## What you have to do:
Extract every line below that contains the word "Prolongación".

## Records to use:
——

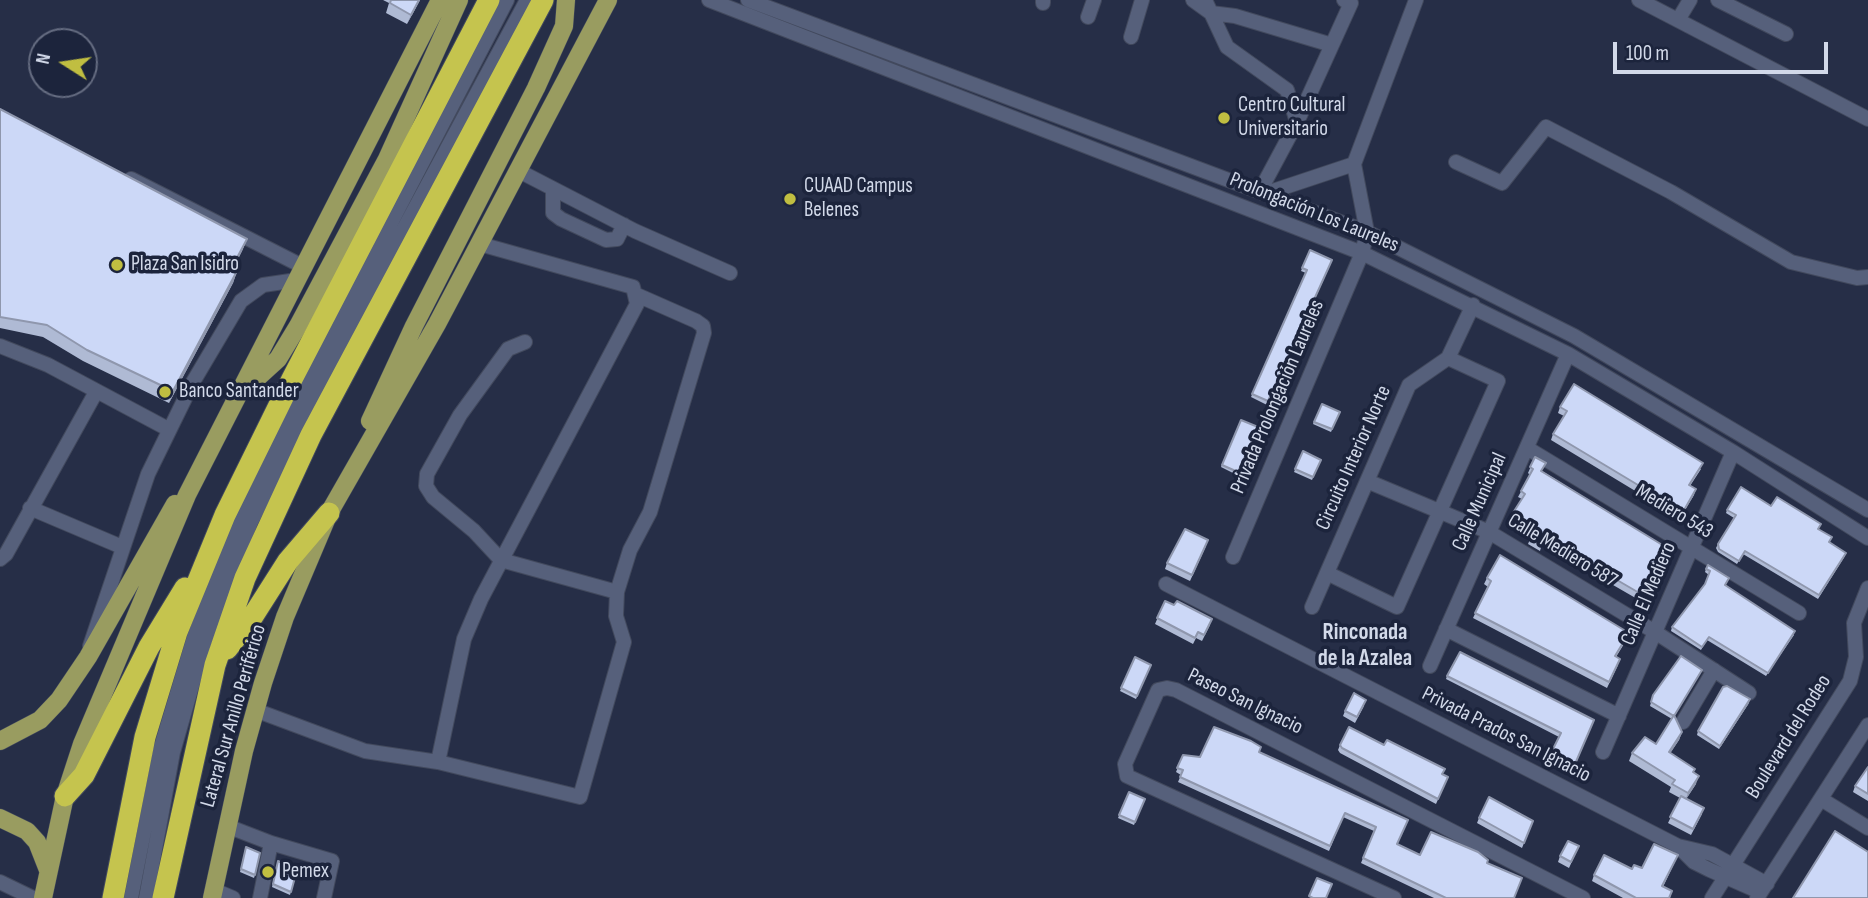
<!DOCTYPE html>
<html>
<head>
<meta charset="utf-8">
<style>
  body { margin:0 }
  #map { position:relative; width:1868px; height:898px; overflow:hidden; background:#262e47; font-family:"Sofia Sans Condensed",sans-serif }
  canvas { display:block }
  .north { position:absolute; left:28px; top:28px; width:70px; height:70px; box-sizing:border-box; background:#1c243c; border:2px solid #656c81; border-radius:50%; rotate:282deg; font-size:19px; font-weight:700; line-height:28px; text-align:center; color:#d2d9e9 }
  .north::after { content:''; display:block; margin:auto; width:24px; height:32px; background:#c0be41; clip-path:polygon(50% 0,100% 100%,50% 72%,0 100%) }
  .scale { position:absolute; left:1613px; top:42px; width:215px; height:32px; box-sizing:border-box; border:4px solid #d2d9e9; border-top:0; padding-left:9px; font-size:21px; line-height:24px; white-space:nowrap; color:#d2d9e9; -webkit-text-stroke:5px #1c243c; paint-order:stroke }
</style>
</head>
<body>
<div id="map">
<canvas width="1868" height="898"></canvas>
<div class="north">N</div>
<div class="scale">100 m</div>
</div>
<script>
const ctx = document.querySelector('canvas').getContext('2d');
ctx.lineJoin = 'round';
const toPath = rows => new Path2D(rows.map(r => 'M' + r).join(''));
function stroke(path, color, width, dash) { ctx.strokeStyle = color; ctx.lineWidth = width; ctx.lineCap = dash ? 'butt' : 'round'; ctx.setLineDash(dash || []); ctx.stroke(path); }
function fillPath(path, color) { ctx.fillStyle = color; ctx.fill(path, 'evenodd'); }
function write(font, color, halo, rows, align = 'center') {
  ctx.font = font + ' "Sofia Sans Condensed",sans-serif'; ctx.lineWidth = 7; ctx.setLineDash([]); ctx.textBaseline = 'middle'; ctx.strokeStyle = halo; ctx.fillStyle = color; for (const [text, x, y, turn = 0] of rows) {
    ctx.save(); ctx.translate(x, y); ctx.rotate((+turn || 0) * Math.PI / 180); ctx.textAlign = isNaN(turn) ? turn : align; if (halo) ctx.strokeText(text, 0, 0); ctx.fillText(text, 0, 0); ctx.restore();
  }
}
const minor = toPath([
  [709,0,1362,253,1568,354,1733,452,1868,538],
  [748,0,1367,232,1574,336,1868,510],
  [1193,0,1211,13,1235,16,1332,45],
  [1205,0,1227,47,1287,90,1297,122],
  [1639,0,1868,119],
  [1718,0,1786,34],
  [1043,3,1043,0],
  [1088,17,1094,0],
  [1678,20,1690,0],
  [1131,37,1142,0],
  [1456,162,1502,183,1546,127,1671,192,1791,262,1857,278,1868,277],
  [519,171,635,231,730,273],
  [131,179,304,267],
  [553,191,553,213,561,219,606,240,617,239,624,225],
  [1260,191,1297,122,1351,3,1344,0],
  [1267,193,1354,164],
  [525,342,508,349,460,415,427,474,426,486,433,497,474,531,501,560,617,592],
  [0,346,48,365,168,429],
  [1527,448,1799,613],
  [1367,481,1489,532,1655,632,1749,693],
  [30,508,122,547],
  [1233,557,1362,253,1367,232,1354,164,1416,0],
  [0,559,6,554,96,392],
  [1327,573,1397,607,1498,381,1448,358],
  [1166,584,1678,846,1694,862,1710,870,1760,892],
  [1312,607,1409,385,1448,358,1473,305],
  [1446,629,1619,716],
  [90,646,148,474,193,382,241,301,263,285,297,280],
  [1430,666,1568,354],
  [255,710,365,751,438,762,464,639,481,599,637,304,633,287,480,244],
  [1683,722,1714,670],
  [1603,752,1733,452],
  [438,762,580,797,624,642,616,616,617,592,630,550,650,512,704,333,703,326,696,321,637,295],
  [1821,799,1868,828],
  [227,826,271,843,260,898],
  [271,843,332,861,324,898],
  [1678,846,1712,854,1767,884],
  [0,882,33,898],
  [214,890,233,898],
  [131,898,160,750,194,637,235,530,279,438,507,0],
  [146,898,173,752,204,644,251,522,353,323,527,0],
  [1394,898,1127,776,1125,764,1158,690,1167,688,1176,690,1583,898],
  [1712,898,1850,681,1856,657,1854,623,1868,588],
  [1757,898,1868,725]
]);
const major = toPath([
  [245,389,278,359,298,326,387,159,459,0],
  [370,421,414,326,536,88,564,26,566,0],
  [0,741,40,720,59,700,88,657,175,504],
  [0,818,27,831,37,842,48,870],
  [43,898,65,796,82,744,187,495,440,0],
  [212,898,244,751,263,683,285,617,329,513,437,324,608,0]
]);
const highway = toPath([
  [227,649,253,616,288,561,329,513],
  [65,796,84,775,149,647,185,588],
  [113,898,145,737,177,632,225,515,292,379,489,0],
  [163,898,215,665,245,578,311,435,543,0]
]);
const wall = toPath([
  [383,0,420,0,407,24,386,13,389,3],
  [0,109,247,239,242,251,233,269,237,271,233,283,169,403,83,361,43,337,0,328],
  [1310,250,1331,263,1267,405,1251,397,1306,273,1301,271],
  [1322,404,1340,412,1331,432,1313,424],
  [1560,407,1701,469,1690,486,1694,495,1680,518,1551,440,1553,434,1564,416,1558,413],
  [1241,420,1258,427,1237,475,1221,467],
  [1303,451,1321,460,1312,480,1294,472],
  [1535,457,1542,471,1664,546,1662,552,1651,570,1654,572,1652,578,1639,600,1542,544,1540,551,1528,544,1531,537,1509,522,1511,516,1522,499,1518,497,1530,475,1528,473],
  [1771,506,1819,529,1829,542,1845,556,1818,599,1743,554,1737,564,1718,552,1716,548,1718,544,1734,518,1726,513,1727,510],
  [1206,546,1190,581,1165,569,1167,563],
  [1706,569,1728,581,1725,585,1794,635,1766,676,1707,640,1701,650,1671,631,1672,627,1705,584,1709,575,1705,572],
  [1487,578,1629,633,1627,639,1616,657,1618,665,1607,688,1473,618,1488,587,1484,584],
  [1165,601,1210,625,1202,641,1196,638,1193,644,1155,624],
  [1135,657,1151,665,1136,699,1120,691],
  [1702,670,1674,716,1682,732,1679,740,1670,753,1693,772,1696,784,1686,799,1702,814,1691,835,1668,823,1680,798,1669,792,1671,787,1629,761,1632,753,1656,744,1672,719,1650,706,1653,695],
  [1447,676,1594,720,1571,775,1547,762,1559,737,1446,679],
  [1749,703,1719,749,1697,735,1698,731],
  [1364,706,1355,723,1343,716,1345,711],
  [1340,745,1443,775,1448,777,1436,804,1340,753,1338,750],
  [1259,752,1408,820,1397,844,1420,855,1487,863,1514,898,1434,898,1361,863,1374,831,1343,817,1329,851,1178,782,1181,775,1176,772,1183,755,1200,757],
  [1868,767,1868,801,1853,792,1855,786],
  [1129,792,1145,799,1134,825,1118,818],
  [1479,818,1533,821,1522,848,1477,823],
  [1579,846,1569,868,1558,862,1560,856],
  [245,850,255,875,254,878,240,872],
  [1678,855,1663,887,1672,891,1670,898,1623,898,1592,881,1594,875,1642,868],
  [277,864,297,870,290,895,272,887]
]);
const shadedWall = toPath([
  [419,0,420,0,407,24,411,15],
  [247,239,242,251,227,280,231,269],
  [237,271,233,283,169,403,173,391],
  [1696,489,1694,495,1680,518,1683,512],
  [1664,546,1662,552,1648,575,1650,569],
  [1654,572,1652,578,1639,600,1641,594],
  [1750,699,1749,703,1719,749,1720,746],
  [1682,732,1679,740,1666,760,1669,752],
  [1699,776,1696,784,1685,801,1688,793]
]);
const building = toPath([
  [391,0,419,0,411,15,390,3,391,0],
  [0,109,247,239,231,269,237,271,173,391,87,350,47,325,0,317,0,109],
  [1310,250,1332,260,1268,401,1252,394,1307,270,1302,268,1310,250],
  [1574,384,1703,463,1689,485,1696,489,1683,512,1553,434,1567,411,1560,407,1574,384],
  [1322,404,1340,412,1332,429,1314,422,1322,404],
  [1241,420,1258,427,1238,472,1222,465,1241,420],
  [1303,451,1321,460,1313,477,1295,469,1303,451],
  [1535,457,1546,463,1541,471,1664,546,1650,569,1654,572,1641,594,1545,538,1542,545,1530,538,1534,532,1511,516,1525,494,1521,491,1533,469,1530,467,1535,457],
  [1741,487,1771,506,1777,497,1821,524,1818,529,1832,537,1829,542,1846,553,1819,595,1745,551,1739,561,1719,549,1718,544,1736,515,1727,510,1741,487],
  [1185,529,1208,540,1192,575,1167,563,1185,529],
  [1500,555,1629,633,1615,656,1620,659,1609,682,1475,613,1491,581,1487,578,1500,555],
  [1708,565,1729,578,1725,585,1795,631,1768,673,1709,637,1702,647,1672,627,1705,584,1710,571,1706,569,1708,565],
  [1165,601,1174,605,1177,601,1212,619,1204,635,1198,632,1195,638,1157,618,1165,601],
  [1460,652,1594,720,1572,771,1548,759,1561,733,1447,676,1460,652],
  [1681,656,1702,670,1674,716,1651,702,1653,695,1681,656],
  [1135,657,1151,665,1137,696,1121,688,1135,657],
  [1727,686,1750,699,1720,746,1698,731,1723,687,1727,686],
  [1354,693,1366,700,1357,717,1345,711,1354,693],
  [1674,715,1682,732,1669,752,1695,769,1693,772,1699,776,1688,793,1672,784,1675,780,1632,753,1645,737,1656,744,1674,715],
  [1214,727,1251,741,1261,747,1259,752,1408,820,1397,844,1420,855,1431,832,1478,852,1488,860,1487,863,1522,878,1514,898,1446,898,1363,858,1376,827,1345,813,1330,846,1180,777,1183,770,1177,768,1183,755,1200,757,1214,727],
  [1349,727,1384,745,1387,740,1445,769,1442,774,1448,777,1438,799,1342,748,1340,745,1349,727],
  [1868,767,1868,794,1855,786,1868,767],
  [1129,792,1145,799,1135,822,1119,815,1129,792],
  [1681,796,1704,808,1693,829,1670,817,1681,796],
  [1489,797,1533,821,1524,843,1479,818,1489,797],
  [1835,831,1868,852,1868,898,1793,898,1835,831],
  [1568,841,1579,846,1571,862,1560,856,1568,841],
  [1654,844,1678,855,1662,886,1672,891,1669,898,1636,898,1594,875,1604,855,1632,869,1634,865,1642,868,1654,844],
  [246,847,260,853,255,875,241,869,246,847],
  [278,861,297,870,291,892,273,884,278,861],
  [1317,878,1332,884,1326,898,1313,898,1309,896,1317,878]
]);
const markers = [
  [1224,118,7,"#c0be41"],
  [790,199,7,"#c0be41"],
  [117,265,7,"#c0be41"],
  [165,392,7,"#c0be41"],
  [268,872,7,"#c0be41"]
];
const poiNames = [
  ["Centro Cultural",1238,106],
  ["Universitario",1238,130],
  ["CUAAD Campus",804,187],
  ["Belenes",804,211],
  ["Plaza San Isidro",131,265],
  ["Banco Santander",179,392],
  ["Pemex",282,872]
];
const streetNames = [
  ["Prolongación Los Laureles",1314,213,22],
  ["Privada Prolongación Laureles",1278,397,-67],
  ["Circuito Interior Norte",1354,458,-66],
  ["Calle Municipal",1480,502,-66],
  ["Mediero 543",1674,512,31],
  ["Calle Mediero 587",1562,551,31],
  ["Calle El Mediero",1649,594,-67],
  ["Paseo San Ignacio",1245,702,26],
  ["Lateral Sur Anillo Periférico",234,716,-74],
  ["Privada Prados San Ignacio",1506,735,27],
  ["Boulevard del Rodeo",1789,737,-58]
];
const neighbourhoodNames = [
  ["Rinconada",1365,633],
  ["de la Azalea",1365,659]
];
stroke(minor, '#42495d', 16);
stroke(major, '#42495d', 19);
stroke(highway, '#42495d', 23);
stroke(minor, '#56607b', 14);
stroke(major, '#999c60', 18);
stroke(highway, '#c5c44e', 21);
fillPath(wall, '#afbad4');
fillPath(shadedWall, '#8f97ad');
fillPath(building, '#ccd8f7');
stroke(building, '#8f97ad', 2);
for (const [x, y, r, color] of markers) { const dot = new Path2D(); dot.arc(x, y, r, 0, 2 * Math.PI); ctx.fillStyle = color; ctx.fill(dot); stroke(dot, '#1c243c', 2.5); }
write('21px', '#d2d9e9', '#1c243c', poiNames, 'left');
write('21px', '#d2d9e9', '#1c243c', streetNames);
write('bold 23px', '#d2d9e9', '#1c243c', neighbourhoodNames);
</script>
</body>
</html>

——

## Result:
  ["Prolongación Los Laureles",1314,213,22],
  ["Privada Prolongación Laureles",1278,397,-67],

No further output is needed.